Project Summary:
Despite decades of intensive research a patient diagnosed with glioblastoma, a devastating form of brain cancer, still faces a dismal prognosis of only 15-18 months’ survival. Trials of targeted therapies for glioblastoma, while successful in other cancers, have proven ineffective. This is due in large part to the extreme variation intrinsic to these tumours. Populations of cancer cells that are sensitive to treatment die off, leaving resistant populations to thrive in their stead. To overcome this challenge, alternative therapeutic candidates have been sought.
One such candidate is the class of genes known as ‘microRNAs’. microRNAs do not code for a protein. Instead they interact directly with tens, to hundreds, of genes to decrease their expression. Fortunately, the technology to target microRNAs pharmacologically is rapidly improving. Synthetic compounds that target one of these global regulators, rather than a mutation present in only a portion of glioblastoma cells, provide hope that a more rational therapeutic strategy can be designed that will circumvent resistance to therapy.

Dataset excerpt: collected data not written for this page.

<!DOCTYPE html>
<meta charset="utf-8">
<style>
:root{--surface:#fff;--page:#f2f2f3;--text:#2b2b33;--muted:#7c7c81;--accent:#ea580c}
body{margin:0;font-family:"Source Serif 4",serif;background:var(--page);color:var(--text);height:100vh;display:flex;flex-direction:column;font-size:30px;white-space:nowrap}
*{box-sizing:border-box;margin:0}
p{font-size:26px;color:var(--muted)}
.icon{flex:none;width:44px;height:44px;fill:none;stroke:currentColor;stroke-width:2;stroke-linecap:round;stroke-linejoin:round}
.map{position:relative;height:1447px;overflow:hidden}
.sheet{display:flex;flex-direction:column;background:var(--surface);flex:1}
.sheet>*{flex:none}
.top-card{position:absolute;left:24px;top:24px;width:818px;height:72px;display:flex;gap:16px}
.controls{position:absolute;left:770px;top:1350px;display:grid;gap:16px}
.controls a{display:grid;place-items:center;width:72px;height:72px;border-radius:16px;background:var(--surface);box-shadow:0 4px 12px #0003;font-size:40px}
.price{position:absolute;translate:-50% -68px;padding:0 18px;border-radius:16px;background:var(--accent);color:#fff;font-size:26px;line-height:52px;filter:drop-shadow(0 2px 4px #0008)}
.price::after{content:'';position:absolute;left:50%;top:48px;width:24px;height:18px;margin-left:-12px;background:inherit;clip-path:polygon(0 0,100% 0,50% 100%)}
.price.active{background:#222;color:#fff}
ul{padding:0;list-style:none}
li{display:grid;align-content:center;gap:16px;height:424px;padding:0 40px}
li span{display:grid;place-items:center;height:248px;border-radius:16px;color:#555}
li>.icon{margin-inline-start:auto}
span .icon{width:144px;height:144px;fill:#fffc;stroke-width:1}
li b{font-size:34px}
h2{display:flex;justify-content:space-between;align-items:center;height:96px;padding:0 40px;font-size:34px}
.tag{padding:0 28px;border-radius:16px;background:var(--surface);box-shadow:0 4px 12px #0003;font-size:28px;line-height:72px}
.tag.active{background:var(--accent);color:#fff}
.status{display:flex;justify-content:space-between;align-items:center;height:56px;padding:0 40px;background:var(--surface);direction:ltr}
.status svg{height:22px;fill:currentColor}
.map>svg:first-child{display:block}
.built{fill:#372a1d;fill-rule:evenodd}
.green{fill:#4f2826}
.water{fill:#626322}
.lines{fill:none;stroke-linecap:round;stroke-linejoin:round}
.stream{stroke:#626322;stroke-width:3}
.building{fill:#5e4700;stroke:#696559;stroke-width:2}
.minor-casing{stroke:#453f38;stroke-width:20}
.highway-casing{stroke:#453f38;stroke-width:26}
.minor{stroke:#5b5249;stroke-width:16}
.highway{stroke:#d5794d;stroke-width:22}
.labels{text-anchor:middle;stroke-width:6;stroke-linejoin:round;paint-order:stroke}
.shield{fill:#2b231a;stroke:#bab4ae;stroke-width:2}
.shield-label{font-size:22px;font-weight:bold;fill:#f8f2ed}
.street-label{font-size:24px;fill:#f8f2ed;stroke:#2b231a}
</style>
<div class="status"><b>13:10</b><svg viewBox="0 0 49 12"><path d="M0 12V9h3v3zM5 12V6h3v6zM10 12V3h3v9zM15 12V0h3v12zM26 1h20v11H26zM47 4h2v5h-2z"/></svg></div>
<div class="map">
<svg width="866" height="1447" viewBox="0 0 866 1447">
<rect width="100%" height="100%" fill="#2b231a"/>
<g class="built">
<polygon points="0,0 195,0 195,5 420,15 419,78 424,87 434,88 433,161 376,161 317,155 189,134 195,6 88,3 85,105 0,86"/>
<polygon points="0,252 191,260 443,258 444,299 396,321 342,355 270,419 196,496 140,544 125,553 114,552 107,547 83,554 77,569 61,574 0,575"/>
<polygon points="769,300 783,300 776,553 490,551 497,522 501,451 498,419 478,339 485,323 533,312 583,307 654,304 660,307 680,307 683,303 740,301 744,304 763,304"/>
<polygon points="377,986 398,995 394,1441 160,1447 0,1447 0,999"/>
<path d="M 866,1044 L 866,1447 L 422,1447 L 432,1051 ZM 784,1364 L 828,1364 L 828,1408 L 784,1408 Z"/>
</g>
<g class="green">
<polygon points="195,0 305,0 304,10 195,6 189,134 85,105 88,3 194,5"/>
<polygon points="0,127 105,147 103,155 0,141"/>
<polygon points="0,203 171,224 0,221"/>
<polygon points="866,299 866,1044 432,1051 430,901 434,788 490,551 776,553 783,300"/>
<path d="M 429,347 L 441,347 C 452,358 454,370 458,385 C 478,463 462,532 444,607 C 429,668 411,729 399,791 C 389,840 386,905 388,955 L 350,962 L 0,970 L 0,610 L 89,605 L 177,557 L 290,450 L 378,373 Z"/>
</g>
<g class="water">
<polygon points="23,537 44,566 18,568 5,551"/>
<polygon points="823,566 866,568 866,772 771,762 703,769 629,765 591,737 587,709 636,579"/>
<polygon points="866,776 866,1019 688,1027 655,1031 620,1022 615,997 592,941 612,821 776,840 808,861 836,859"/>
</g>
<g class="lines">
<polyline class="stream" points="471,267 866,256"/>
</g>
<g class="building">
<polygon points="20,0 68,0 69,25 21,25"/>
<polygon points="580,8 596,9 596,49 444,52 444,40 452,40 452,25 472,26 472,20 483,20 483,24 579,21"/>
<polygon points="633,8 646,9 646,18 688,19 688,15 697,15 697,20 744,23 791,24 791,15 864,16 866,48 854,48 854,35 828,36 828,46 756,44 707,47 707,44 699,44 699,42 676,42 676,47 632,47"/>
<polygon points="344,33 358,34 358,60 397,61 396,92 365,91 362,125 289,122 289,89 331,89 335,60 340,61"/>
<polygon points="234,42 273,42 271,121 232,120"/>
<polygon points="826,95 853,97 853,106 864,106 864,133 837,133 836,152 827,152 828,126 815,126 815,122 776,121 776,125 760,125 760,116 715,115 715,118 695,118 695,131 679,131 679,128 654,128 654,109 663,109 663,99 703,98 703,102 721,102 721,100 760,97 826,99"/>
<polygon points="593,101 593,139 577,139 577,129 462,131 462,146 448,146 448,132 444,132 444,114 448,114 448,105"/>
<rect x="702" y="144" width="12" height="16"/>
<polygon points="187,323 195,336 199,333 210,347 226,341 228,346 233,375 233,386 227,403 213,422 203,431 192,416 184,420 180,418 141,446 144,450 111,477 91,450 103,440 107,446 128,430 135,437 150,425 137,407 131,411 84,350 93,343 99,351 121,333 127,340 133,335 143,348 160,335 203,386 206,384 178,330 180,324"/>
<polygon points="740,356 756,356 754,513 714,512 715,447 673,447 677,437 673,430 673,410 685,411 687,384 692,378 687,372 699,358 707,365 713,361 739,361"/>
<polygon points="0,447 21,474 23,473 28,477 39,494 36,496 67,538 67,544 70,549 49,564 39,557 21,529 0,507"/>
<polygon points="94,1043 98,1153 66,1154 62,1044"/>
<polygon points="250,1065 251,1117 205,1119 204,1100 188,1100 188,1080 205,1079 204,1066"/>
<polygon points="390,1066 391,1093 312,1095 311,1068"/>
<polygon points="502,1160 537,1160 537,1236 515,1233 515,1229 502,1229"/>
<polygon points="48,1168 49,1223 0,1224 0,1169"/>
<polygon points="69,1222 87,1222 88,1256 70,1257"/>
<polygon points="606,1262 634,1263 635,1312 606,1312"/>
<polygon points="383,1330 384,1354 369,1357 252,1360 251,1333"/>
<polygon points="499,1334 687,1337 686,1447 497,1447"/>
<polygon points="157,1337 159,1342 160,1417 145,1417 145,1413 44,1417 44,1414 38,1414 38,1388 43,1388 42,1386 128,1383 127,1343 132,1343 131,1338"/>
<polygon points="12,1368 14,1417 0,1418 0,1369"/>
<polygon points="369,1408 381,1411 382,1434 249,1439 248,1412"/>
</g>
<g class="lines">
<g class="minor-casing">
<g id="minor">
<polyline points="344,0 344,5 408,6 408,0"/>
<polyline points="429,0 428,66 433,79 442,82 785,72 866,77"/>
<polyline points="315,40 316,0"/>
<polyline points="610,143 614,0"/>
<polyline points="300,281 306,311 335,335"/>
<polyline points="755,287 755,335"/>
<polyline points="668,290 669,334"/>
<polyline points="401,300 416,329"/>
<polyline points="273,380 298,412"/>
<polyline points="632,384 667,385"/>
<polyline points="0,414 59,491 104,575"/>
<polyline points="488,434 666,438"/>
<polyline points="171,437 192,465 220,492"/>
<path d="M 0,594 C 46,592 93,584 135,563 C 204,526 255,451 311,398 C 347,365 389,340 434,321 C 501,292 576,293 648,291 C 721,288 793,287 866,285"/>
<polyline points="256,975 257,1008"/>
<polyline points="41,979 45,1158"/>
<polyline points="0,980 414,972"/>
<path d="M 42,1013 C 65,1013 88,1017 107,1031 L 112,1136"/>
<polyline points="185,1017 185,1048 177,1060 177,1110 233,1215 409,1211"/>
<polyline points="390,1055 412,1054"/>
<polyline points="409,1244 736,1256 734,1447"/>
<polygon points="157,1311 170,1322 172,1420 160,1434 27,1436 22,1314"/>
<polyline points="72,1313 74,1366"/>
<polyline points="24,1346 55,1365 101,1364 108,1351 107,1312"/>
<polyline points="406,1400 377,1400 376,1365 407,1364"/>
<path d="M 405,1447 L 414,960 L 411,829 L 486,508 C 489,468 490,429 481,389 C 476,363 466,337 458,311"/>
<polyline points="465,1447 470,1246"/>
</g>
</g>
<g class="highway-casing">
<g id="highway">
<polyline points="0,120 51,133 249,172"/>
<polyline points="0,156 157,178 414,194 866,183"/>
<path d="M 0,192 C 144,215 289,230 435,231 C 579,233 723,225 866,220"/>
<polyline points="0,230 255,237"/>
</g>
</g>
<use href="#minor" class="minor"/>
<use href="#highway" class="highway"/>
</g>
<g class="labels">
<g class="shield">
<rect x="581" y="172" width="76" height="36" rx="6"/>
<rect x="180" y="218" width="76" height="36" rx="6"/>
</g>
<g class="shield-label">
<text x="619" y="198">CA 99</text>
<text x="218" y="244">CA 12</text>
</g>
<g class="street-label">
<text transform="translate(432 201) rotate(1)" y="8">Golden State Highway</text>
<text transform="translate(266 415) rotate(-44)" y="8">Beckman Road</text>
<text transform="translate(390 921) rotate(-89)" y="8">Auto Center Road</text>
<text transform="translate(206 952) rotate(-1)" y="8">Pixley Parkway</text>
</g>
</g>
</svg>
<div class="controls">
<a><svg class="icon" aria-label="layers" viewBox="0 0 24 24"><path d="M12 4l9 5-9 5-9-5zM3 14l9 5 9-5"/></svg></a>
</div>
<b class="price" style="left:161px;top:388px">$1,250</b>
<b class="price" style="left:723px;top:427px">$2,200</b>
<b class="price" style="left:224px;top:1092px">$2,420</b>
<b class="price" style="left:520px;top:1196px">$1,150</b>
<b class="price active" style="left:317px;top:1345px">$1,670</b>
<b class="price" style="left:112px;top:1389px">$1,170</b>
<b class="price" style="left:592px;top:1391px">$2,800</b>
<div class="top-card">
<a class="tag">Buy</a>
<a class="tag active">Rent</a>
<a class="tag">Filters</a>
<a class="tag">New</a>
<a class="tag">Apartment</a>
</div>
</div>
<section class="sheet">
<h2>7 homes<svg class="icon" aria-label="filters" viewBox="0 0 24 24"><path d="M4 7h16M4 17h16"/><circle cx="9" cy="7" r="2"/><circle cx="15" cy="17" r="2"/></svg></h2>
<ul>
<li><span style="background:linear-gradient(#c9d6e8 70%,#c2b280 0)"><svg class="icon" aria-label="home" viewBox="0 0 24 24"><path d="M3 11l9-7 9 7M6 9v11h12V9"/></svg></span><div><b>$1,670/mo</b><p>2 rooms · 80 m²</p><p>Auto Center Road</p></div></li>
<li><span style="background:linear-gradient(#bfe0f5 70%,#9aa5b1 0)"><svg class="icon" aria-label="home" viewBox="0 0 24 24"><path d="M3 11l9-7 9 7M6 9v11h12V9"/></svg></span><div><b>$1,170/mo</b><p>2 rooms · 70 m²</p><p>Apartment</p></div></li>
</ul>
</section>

One of the critical challenges is identifying which microRNA, out of the several thousand human microRNAs known, may serve as a useful therapeutic target. To answer this question we developed an innovative bioinformatics approach, taking advantage of publicly available datasets, which has successfully identified several microRNAs with involvement in processes relevant to glioblastoma biology. Our analysis confirms that these microRNAs are indeed interacting with multiple genes simultaneously. Excitingly, this analysis has also provided a new insight. microRNAs, contrary to what is currently thought, may in fact be activated at the same moment as the genes they are responsible for targeting. Combining our own analysis with published observations, we hypothesise that more than simply decreasing the activity of genes, the natural role of microRNAs may in fact be to orchestrate the timing of complex gene expression programmes. Indeed, our analysis has identified several microRNAs to have intimate roles in regulating critical cell cycle processes.
Unraveling this role of microRNAs in glioblastoma cell cycle control is of vital therapeutic importance. By precisely delineating how dysregulation of natural microRNA activity provokes aberrant entry to the cell cycle, we can identify a rational therapeutic strategy to correct this process and halt uncontrolled division. Unlike traditional mutation-based targeted therapies, this microRNA-based approach promises a target to which all glioblastoma cells may be susceptible. To achieve this goal a detailed study of microRNA and cell cycle target gene interaction is required, that places the timing of expression at the center of investigation.